Düşmana Üstün Gelmek

Ey iman edenler! Sabredin! Sabırda (düşmanlarınıza) üstün gelin! (Her zaman) hazırlıklı olun ve Allah'tan sakının. Umulur ki kurtuluşa erersiniz.

“Ey iman edenler! Sabredin! Sabırda (düşmanlarınıza) üstün gelin! (Her zaman) hazırlıklı olun ve Allah'tan sakının. Umulur ki kurtuluşa erersiniz.”[1]

Sabır, İnsanı hasaretten kurtarıp kurtuluşunu temin eden bir olgudur. “Sabır, müşkülatın ve ferahlığın anahtarıdır.”[2]

“Şüphesiz sabretmeyenin takvadaki yeri çok azdır, çünkü sabır imanın yarısıdır. Şu mutlak bir gerçektir ki sabır, muttakilerin özelliklerinden bir özelliktir. İnsanlar dinden inhiraf etseler dahi onlar, İslam üzerinde sabredip sebat ederler!”[3]

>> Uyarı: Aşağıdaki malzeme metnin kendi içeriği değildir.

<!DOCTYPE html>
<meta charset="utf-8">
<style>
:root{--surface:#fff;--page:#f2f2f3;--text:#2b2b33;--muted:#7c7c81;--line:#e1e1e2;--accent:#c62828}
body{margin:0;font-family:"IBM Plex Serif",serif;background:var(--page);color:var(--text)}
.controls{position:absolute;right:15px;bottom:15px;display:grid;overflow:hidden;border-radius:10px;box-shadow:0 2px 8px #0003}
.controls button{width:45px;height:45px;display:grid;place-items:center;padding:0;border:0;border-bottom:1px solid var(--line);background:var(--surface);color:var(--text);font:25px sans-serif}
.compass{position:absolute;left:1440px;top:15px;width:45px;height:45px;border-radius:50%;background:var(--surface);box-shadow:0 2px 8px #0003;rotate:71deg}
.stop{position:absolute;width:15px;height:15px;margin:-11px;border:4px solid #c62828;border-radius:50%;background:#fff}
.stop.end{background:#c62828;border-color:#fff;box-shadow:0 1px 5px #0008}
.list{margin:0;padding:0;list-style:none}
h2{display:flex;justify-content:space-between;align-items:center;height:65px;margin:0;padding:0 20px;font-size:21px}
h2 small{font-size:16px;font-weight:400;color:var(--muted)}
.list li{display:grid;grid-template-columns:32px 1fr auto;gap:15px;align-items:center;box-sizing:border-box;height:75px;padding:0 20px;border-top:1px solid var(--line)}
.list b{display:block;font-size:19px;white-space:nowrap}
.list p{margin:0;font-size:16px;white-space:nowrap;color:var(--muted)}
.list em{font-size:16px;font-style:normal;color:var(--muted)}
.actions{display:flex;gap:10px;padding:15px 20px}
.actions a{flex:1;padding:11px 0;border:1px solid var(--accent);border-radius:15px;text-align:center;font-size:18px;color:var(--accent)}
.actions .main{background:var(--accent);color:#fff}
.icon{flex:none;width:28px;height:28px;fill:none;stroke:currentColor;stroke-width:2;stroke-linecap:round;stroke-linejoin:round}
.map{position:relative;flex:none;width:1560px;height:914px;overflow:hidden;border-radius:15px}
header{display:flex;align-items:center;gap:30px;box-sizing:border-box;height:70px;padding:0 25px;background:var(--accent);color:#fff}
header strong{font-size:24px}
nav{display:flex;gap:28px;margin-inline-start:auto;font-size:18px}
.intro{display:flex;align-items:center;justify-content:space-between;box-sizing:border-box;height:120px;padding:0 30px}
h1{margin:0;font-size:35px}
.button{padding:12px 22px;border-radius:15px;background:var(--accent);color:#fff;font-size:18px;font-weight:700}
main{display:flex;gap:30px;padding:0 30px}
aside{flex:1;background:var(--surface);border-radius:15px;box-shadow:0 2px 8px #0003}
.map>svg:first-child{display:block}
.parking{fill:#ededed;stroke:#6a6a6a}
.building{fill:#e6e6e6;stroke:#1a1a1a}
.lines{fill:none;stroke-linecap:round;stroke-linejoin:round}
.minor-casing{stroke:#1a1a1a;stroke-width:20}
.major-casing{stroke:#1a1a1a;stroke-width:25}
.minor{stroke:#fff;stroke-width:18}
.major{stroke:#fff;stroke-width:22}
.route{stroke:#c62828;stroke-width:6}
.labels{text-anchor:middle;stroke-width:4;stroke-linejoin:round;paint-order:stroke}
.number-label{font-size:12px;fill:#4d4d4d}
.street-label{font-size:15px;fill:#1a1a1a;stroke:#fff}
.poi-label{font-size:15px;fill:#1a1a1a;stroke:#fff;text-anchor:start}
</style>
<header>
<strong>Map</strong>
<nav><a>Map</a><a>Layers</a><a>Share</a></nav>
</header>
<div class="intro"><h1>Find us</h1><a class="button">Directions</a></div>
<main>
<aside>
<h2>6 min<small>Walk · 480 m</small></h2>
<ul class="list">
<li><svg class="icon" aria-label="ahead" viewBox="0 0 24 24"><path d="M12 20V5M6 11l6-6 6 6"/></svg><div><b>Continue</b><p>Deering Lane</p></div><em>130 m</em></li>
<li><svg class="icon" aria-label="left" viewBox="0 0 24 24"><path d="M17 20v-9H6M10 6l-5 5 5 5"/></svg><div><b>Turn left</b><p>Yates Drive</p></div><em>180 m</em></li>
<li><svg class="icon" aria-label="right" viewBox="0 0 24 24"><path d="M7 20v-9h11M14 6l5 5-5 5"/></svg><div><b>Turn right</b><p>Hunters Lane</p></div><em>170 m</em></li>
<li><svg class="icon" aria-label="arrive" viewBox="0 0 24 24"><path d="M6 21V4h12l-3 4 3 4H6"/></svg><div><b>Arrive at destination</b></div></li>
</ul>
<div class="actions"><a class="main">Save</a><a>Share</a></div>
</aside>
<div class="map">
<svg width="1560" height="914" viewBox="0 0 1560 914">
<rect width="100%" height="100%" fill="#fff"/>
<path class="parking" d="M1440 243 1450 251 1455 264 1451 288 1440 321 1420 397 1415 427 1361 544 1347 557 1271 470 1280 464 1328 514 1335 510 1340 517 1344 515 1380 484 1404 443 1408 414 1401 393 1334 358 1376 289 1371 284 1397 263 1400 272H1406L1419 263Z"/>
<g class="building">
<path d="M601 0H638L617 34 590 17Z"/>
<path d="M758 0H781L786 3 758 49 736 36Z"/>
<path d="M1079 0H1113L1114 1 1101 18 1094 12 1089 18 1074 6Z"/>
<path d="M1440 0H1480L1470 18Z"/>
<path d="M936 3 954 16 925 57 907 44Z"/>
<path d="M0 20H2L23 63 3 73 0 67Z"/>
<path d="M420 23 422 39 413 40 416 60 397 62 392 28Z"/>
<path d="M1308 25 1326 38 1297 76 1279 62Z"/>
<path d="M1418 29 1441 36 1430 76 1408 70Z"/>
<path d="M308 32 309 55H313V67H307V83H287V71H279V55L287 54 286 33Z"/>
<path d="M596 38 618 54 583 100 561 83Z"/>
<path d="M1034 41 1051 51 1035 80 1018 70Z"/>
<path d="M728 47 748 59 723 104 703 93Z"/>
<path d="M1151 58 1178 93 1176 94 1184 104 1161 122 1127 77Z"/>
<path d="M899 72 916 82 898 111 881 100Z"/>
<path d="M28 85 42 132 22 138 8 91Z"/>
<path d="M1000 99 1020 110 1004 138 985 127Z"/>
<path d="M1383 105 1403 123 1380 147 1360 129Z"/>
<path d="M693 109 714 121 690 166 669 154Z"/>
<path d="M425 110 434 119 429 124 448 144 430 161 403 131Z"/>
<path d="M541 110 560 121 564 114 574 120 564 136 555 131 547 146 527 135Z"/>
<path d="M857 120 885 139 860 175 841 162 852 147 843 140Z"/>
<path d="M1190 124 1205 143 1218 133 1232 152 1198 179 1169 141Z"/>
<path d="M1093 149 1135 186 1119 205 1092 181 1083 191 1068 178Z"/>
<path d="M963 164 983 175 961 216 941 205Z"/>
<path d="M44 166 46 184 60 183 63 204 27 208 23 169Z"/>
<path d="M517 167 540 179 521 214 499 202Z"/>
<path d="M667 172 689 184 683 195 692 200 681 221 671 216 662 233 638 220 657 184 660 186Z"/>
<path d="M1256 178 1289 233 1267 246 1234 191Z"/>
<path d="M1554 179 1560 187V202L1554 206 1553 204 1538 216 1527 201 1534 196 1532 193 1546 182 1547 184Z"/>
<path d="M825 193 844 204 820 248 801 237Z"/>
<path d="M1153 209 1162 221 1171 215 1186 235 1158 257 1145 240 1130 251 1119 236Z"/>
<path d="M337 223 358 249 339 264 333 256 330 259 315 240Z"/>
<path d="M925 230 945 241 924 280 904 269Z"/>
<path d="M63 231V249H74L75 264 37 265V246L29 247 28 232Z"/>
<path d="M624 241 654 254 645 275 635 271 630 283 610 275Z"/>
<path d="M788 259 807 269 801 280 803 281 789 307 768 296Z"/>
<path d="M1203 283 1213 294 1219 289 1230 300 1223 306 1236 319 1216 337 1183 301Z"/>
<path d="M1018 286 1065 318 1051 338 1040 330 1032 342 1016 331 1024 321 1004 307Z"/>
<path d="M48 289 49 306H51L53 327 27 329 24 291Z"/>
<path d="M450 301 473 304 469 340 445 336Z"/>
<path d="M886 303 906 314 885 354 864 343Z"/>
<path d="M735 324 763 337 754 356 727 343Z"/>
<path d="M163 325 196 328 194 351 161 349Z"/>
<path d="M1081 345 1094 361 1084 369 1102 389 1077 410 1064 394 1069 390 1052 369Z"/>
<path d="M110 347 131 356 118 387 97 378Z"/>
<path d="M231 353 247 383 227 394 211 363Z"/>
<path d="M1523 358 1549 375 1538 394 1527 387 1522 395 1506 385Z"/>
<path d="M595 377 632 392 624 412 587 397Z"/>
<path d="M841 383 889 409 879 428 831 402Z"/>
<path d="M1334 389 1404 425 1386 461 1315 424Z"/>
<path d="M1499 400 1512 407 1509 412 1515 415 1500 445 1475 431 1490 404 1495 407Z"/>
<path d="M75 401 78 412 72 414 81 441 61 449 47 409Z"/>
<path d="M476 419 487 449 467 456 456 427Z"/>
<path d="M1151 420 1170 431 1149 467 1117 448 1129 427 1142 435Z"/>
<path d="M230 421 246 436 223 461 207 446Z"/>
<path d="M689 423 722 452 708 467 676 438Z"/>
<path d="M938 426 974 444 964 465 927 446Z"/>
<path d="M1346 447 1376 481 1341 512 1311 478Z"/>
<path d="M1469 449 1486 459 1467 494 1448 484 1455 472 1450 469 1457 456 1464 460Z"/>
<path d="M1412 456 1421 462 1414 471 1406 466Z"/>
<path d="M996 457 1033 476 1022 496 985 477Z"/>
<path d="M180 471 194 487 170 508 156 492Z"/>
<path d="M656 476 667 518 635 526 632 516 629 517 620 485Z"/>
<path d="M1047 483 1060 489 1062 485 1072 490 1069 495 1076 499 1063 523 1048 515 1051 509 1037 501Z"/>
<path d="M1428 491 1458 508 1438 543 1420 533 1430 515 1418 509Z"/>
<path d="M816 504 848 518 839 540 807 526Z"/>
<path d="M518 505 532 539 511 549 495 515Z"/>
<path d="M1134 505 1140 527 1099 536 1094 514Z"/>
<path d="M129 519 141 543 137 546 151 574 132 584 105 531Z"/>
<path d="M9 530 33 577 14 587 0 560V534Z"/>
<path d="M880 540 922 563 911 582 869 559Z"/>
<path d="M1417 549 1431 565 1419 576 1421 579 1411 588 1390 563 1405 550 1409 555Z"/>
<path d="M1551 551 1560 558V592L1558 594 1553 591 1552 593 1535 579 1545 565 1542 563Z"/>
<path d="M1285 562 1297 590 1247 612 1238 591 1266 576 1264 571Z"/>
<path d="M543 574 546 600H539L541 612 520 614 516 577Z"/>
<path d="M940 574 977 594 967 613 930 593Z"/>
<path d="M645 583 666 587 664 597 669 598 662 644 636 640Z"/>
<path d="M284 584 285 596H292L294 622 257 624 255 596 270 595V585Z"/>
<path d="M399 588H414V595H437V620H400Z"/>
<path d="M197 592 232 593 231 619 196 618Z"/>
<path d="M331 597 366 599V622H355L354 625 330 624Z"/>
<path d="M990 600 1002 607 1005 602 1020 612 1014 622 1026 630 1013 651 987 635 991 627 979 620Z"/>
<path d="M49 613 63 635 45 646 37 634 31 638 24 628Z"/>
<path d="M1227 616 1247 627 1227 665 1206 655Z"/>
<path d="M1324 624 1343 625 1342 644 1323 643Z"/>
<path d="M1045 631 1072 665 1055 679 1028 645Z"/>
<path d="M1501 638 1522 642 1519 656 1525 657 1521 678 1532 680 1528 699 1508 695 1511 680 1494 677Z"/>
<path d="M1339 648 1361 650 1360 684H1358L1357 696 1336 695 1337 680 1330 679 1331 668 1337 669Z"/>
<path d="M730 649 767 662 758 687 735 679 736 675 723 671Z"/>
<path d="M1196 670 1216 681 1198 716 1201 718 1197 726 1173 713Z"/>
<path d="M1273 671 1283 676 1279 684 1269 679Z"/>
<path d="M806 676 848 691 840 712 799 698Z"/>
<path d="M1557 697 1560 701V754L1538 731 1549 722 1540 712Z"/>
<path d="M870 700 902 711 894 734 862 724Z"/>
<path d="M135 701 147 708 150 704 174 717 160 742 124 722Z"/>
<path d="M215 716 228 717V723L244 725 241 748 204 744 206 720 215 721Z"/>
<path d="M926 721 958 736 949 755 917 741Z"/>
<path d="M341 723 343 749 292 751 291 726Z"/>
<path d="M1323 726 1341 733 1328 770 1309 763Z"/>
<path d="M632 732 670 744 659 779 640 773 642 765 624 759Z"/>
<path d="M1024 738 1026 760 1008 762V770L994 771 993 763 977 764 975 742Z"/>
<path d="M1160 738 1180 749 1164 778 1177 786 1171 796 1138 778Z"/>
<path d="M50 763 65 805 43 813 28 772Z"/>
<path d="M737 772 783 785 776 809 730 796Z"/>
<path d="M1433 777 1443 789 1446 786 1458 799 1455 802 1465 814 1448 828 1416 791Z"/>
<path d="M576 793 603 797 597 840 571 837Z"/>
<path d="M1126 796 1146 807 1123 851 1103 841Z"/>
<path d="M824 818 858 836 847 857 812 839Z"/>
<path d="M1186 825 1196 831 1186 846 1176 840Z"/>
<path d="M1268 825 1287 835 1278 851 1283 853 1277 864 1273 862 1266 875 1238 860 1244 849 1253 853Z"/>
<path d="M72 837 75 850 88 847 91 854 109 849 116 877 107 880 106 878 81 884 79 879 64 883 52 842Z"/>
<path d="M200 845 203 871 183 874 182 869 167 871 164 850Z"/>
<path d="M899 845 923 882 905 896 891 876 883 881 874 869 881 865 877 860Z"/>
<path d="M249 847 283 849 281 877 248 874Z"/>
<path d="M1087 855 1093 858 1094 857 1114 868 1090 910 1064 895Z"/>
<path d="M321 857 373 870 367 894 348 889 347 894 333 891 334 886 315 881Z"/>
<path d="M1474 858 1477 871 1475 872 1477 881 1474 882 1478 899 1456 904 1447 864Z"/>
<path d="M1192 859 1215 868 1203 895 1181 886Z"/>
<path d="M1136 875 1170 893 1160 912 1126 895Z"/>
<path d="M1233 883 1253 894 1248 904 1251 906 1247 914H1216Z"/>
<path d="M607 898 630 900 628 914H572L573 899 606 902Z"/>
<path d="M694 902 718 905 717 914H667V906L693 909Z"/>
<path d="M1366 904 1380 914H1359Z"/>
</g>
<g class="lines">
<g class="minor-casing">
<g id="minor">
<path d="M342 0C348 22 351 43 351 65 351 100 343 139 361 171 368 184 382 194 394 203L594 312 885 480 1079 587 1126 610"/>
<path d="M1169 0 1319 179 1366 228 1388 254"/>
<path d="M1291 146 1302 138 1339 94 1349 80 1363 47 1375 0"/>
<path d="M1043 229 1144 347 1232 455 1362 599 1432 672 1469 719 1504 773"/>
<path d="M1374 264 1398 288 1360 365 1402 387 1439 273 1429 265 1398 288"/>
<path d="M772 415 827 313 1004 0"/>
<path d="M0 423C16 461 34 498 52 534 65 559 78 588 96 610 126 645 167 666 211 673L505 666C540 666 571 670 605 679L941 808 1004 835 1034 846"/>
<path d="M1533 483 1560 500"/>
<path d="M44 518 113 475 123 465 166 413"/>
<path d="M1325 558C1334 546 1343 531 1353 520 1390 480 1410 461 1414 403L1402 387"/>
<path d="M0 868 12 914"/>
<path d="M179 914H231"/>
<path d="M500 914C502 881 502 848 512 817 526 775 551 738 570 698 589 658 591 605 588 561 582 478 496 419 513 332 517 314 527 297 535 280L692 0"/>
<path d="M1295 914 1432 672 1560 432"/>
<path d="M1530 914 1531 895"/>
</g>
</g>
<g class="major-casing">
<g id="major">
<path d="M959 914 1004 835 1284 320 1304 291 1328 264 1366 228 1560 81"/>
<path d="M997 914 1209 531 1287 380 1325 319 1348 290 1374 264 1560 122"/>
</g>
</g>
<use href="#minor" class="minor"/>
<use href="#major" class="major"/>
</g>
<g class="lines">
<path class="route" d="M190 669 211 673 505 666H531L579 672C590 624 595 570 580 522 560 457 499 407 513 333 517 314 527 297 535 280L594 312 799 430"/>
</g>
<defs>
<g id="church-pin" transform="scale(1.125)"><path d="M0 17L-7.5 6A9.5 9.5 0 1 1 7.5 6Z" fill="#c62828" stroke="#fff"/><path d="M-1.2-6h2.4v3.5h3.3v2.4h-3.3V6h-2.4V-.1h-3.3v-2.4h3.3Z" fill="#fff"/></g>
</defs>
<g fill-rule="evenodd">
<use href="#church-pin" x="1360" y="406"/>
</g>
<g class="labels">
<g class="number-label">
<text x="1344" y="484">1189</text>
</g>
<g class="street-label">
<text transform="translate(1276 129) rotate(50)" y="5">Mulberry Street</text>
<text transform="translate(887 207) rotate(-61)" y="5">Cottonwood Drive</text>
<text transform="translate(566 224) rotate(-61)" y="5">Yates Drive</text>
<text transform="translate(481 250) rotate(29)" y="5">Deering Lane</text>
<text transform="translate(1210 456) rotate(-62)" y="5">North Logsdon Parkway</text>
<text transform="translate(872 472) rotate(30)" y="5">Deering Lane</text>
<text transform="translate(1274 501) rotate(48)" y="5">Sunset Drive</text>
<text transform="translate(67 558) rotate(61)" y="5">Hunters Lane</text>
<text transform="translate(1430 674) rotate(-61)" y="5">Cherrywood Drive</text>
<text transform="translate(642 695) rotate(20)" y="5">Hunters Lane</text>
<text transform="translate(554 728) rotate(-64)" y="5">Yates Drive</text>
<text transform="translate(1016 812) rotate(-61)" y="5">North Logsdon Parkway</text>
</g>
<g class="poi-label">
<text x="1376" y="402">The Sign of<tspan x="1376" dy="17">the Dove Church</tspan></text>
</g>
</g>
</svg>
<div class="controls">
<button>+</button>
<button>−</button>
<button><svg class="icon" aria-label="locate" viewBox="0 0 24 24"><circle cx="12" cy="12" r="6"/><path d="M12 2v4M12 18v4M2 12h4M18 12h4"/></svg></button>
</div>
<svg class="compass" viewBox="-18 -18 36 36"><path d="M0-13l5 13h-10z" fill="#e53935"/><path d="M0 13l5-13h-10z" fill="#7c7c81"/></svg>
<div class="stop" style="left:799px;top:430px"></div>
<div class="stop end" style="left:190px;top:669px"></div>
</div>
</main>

İslami sorumluluğu yüklenen bir müminin, hedefe doğru giderken yolda en fazla ihtiyaç duyduğu şeylerden ve hatta en önemlilerden birisi de sabırdır. Sabrı kuşanmayan bir müminin, İslami sorumluluğunu ifa etmesi ve bu işin üstesinden gelmesi mümkün değildir. Çünkü bu yol, çok uzun, çok zahmetli ve pek meşakkatlidir. Bela ve musibetleri eksik olmaz. Yolun meşakkatiyle  beraber, omuzda taşınan yük de çok ağırdır. “Doğrusu biz sana (taşıması) ağır bir söz vahy edeceğiz”[4] Hem öyle ağır bir yük ki Peygamberler (as) bile taşımakta zorlanmışlar. Ululazm sahibi Nuh (as) bile “….gerçekten ben yenik düştüm, bana yardım et!” demiştir. İşte bu işin hakkından gelebilmek için “isbiru ve sabiru” (sabredin ve de sabredin!) mefhumunu iyi kavramak ve ona göre hazırlanmak gerekiyor!...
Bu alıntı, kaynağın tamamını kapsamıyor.